▶ [About this task]:
Which lines below include the string "place"? Please show each one.

Provided records section start

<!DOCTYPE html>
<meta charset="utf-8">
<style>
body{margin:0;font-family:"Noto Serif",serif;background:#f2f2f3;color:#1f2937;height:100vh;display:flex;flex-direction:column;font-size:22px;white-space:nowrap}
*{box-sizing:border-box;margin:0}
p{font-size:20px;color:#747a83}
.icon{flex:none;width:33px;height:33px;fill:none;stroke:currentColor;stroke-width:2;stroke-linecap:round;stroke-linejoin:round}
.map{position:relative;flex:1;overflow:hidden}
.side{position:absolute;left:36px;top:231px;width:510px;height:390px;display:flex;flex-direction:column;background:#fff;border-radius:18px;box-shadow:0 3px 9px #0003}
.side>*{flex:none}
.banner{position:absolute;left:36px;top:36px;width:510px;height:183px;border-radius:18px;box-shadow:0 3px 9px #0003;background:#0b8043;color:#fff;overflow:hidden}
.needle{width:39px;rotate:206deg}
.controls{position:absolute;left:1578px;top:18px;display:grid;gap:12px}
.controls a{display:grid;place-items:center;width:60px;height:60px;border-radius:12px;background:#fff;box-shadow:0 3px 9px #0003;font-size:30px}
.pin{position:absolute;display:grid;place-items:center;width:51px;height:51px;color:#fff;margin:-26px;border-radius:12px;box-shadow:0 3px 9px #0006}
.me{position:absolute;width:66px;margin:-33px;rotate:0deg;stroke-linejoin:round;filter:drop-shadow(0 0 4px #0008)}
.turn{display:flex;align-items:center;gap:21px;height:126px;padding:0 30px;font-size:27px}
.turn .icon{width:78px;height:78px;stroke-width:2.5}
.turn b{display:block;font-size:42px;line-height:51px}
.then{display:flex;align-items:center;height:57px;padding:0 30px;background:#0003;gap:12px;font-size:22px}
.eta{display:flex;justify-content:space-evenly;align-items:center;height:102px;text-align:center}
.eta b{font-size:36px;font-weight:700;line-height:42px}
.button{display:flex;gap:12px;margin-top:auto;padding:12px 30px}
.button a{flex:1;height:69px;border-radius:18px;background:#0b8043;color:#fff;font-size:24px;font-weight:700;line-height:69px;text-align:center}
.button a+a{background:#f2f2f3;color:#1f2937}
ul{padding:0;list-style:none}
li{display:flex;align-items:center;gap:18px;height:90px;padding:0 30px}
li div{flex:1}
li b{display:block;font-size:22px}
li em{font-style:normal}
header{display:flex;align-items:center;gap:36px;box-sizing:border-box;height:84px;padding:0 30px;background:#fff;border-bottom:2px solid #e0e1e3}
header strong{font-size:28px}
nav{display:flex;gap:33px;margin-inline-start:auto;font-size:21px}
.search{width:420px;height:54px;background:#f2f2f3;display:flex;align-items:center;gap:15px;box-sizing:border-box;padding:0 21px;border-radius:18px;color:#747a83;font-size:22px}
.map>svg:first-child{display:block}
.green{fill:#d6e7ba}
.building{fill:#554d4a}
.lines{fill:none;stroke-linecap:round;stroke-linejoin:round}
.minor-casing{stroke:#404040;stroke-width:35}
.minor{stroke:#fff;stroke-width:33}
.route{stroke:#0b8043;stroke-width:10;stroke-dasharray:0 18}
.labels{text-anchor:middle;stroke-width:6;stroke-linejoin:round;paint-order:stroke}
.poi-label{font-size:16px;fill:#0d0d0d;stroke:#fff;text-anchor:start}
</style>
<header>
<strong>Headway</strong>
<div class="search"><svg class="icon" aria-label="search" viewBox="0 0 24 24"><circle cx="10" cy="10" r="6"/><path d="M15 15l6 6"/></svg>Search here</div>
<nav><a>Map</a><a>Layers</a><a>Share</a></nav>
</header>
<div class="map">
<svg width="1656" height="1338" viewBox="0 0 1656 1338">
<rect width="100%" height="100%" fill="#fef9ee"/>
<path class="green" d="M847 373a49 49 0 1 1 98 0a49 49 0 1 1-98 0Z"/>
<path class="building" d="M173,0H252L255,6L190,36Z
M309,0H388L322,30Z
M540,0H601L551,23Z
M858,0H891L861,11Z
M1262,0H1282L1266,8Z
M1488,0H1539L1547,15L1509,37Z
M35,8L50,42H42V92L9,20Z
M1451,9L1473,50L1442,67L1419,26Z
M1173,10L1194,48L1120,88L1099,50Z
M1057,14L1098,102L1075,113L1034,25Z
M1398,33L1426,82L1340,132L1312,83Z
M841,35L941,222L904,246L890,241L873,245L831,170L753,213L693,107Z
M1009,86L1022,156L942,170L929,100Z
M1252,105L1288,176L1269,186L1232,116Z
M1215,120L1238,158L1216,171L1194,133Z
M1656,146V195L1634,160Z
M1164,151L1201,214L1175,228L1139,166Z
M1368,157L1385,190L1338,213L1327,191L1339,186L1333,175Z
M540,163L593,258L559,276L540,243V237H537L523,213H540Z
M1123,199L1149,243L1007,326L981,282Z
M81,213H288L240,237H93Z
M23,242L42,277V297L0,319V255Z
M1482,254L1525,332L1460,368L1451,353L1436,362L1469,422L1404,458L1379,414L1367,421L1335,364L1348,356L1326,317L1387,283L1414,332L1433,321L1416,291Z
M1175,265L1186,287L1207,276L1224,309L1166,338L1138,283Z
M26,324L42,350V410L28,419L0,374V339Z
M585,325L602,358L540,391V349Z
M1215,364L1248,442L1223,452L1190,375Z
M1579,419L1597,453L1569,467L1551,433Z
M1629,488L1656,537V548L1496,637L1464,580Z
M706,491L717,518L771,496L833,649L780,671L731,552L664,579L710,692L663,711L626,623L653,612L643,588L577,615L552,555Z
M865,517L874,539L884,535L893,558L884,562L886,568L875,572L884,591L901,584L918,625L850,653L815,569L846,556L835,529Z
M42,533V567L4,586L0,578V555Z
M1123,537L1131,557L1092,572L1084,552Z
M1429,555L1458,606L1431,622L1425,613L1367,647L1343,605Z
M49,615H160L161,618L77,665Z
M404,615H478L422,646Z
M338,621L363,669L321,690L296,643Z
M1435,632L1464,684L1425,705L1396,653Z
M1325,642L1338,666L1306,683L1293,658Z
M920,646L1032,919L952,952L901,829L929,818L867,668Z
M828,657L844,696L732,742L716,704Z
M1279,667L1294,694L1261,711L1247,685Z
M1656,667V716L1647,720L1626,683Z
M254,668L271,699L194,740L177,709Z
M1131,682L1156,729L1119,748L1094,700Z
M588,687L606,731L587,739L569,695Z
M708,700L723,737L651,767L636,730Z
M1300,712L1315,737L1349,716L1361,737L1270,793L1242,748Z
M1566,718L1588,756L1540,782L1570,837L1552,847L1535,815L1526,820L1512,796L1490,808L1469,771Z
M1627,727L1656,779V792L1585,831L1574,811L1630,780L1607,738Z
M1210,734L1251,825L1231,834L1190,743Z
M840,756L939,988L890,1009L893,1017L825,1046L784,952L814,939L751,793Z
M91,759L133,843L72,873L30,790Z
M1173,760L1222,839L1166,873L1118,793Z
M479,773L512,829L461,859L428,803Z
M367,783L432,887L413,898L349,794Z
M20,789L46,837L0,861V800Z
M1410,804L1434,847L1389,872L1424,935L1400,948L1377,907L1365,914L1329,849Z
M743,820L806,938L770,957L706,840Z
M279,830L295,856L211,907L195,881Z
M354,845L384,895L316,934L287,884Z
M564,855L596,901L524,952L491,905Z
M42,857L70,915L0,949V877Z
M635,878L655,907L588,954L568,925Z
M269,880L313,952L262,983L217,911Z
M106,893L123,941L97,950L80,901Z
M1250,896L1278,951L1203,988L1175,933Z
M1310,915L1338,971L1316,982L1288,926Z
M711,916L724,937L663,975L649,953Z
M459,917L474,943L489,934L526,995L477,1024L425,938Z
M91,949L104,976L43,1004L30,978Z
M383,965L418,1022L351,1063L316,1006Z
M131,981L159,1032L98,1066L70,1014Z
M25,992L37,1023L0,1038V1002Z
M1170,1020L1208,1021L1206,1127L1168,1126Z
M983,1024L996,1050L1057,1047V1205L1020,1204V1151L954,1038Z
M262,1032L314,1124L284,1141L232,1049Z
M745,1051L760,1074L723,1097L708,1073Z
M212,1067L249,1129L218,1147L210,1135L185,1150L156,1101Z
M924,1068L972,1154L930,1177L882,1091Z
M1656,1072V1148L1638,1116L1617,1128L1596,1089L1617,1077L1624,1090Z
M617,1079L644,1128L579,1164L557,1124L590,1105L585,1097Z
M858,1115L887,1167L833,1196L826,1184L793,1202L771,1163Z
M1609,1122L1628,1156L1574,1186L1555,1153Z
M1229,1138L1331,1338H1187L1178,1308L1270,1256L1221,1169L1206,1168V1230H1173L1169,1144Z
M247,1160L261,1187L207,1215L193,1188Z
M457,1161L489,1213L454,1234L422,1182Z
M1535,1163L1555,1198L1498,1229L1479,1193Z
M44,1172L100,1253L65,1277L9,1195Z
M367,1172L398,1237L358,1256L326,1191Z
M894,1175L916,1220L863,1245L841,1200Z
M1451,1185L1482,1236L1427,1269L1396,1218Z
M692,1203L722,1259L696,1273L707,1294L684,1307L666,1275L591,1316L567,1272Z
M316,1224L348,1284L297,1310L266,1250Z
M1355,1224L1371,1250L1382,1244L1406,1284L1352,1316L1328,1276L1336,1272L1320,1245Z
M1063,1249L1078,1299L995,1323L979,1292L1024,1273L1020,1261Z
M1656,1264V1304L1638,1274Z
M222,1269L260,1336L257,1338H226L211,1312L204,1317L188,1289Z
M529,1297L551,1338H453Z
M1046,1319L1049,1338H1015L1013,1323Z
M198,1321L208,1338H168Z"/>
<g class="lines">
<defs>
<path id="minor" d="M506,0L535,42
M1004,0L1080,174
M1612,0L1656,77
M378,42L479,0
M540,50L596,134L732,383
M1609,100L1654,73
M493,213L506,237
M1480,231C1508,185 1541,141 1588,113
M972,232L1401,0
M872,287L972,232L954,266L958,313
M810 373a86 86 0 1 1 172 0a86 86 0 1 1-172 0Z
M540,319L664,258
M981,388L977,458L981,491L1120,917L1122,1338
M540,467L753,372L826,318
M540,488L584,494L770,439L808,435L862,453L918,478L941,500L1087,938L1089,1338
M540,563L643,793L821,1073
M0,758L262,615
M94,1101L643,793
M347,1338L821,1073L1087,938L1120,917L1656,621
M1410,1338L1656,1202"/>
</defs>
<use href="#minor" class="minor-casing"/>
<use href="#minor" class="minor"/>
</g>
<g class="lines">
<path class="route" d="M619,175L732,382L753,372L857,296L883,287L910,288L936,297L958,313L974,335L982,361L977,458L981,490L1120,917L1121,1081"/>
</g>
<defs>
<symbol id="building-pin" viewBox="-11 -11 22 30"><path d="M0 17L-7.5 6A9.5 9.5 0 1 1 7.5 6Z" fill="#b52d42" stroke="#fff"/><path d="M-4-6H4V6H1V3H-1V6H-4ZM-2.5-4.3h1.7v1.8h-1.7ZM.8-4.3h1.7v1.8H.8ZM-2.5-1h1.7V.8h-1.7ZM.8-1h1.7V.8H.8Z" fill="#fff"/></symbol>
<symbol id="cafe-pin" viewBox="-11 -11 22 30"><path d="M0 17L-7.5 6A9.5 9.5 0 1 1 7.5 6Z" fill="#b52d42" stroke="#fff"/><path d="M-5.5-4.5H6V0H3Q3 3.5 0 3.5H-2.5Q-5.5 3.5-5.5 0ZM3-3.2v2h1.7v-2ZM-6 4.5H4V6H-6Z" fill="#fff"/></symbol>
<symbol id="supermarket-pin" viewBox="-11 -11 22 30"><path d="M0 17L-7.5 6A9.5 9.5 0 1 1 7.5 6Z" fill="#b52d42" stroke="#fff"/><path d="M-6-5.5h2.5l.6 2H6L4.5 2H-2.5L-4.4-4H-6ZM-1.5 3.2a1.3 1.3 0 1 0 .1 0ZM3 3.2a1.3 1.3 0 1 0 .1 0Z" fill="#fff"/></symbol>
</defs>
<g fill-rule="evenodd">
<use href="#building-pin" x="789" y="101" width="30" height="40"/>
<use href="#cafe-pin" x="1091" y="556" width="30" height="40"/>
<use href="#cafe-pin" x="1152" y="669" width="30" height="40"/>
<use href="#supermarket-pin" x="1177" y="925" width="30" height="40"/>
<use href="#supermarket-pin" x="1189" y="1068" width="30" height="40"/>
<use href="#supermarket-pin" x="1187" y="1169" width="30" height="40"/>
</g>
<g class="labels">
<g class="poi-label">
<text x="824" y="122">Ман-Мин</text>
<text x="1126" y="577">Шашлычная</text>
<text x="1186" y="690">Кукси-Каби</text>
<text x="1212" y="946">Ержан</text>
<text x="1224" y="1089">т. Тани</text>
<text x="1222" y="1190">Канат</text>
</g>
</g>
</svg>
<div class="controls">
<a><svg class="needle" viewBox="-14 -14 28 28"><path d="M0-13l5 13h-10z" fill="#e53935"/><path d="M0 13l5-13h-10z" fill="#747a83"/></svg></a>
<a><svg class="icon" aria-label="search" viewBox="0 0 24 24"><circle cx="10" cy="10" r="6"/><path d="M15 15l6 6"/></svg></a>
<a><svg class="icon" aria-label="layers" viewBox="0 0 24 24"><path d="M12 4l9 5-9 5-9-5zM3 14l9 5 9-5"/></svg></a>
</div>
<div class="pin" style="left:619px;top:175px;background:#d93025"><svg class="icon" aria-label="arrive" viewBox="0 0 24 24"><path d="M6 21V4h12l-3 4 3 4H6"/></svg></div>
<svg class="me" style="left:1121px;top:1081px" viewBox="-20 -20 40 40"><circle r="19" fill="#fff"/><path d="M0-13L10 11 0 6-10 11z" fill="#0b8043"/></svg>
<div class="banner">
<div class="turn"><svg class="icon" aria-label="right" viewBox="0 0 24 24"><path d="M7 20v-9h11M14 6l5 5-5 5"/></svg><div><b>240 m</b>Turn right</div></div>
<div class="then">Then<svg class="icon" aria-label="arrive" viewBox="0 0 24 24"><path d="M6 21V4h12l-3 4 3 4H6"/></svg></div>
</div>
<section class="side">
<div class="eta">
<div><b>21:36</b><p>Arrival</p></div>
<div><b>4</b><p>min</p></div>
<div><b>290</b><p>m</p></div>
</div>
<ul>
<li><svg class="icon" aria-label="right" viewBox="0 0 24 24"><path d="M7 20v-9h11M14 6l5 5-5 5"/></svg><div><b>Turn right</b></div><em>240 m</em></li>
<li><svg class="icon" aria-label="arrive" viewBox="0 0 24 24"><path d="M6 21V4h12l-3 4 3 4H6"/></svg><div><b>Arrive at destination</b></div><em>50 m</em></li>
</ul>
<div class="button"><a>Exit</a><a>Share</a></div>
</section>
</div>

Provided records section end

▶ [Task answer]:
.controls a{display:grid;place-items:center;width:60px;height:60px;border-radius:12px;background:#fff;box-shadow:0 3px 9px #0003;font-size:30px}
.pin{position:absolute;display:grid;place-items:center;width:51px;height:51px;color:#fff;margin:-26px;border-radius:12px;box-shadow:0 3px 9px #0006}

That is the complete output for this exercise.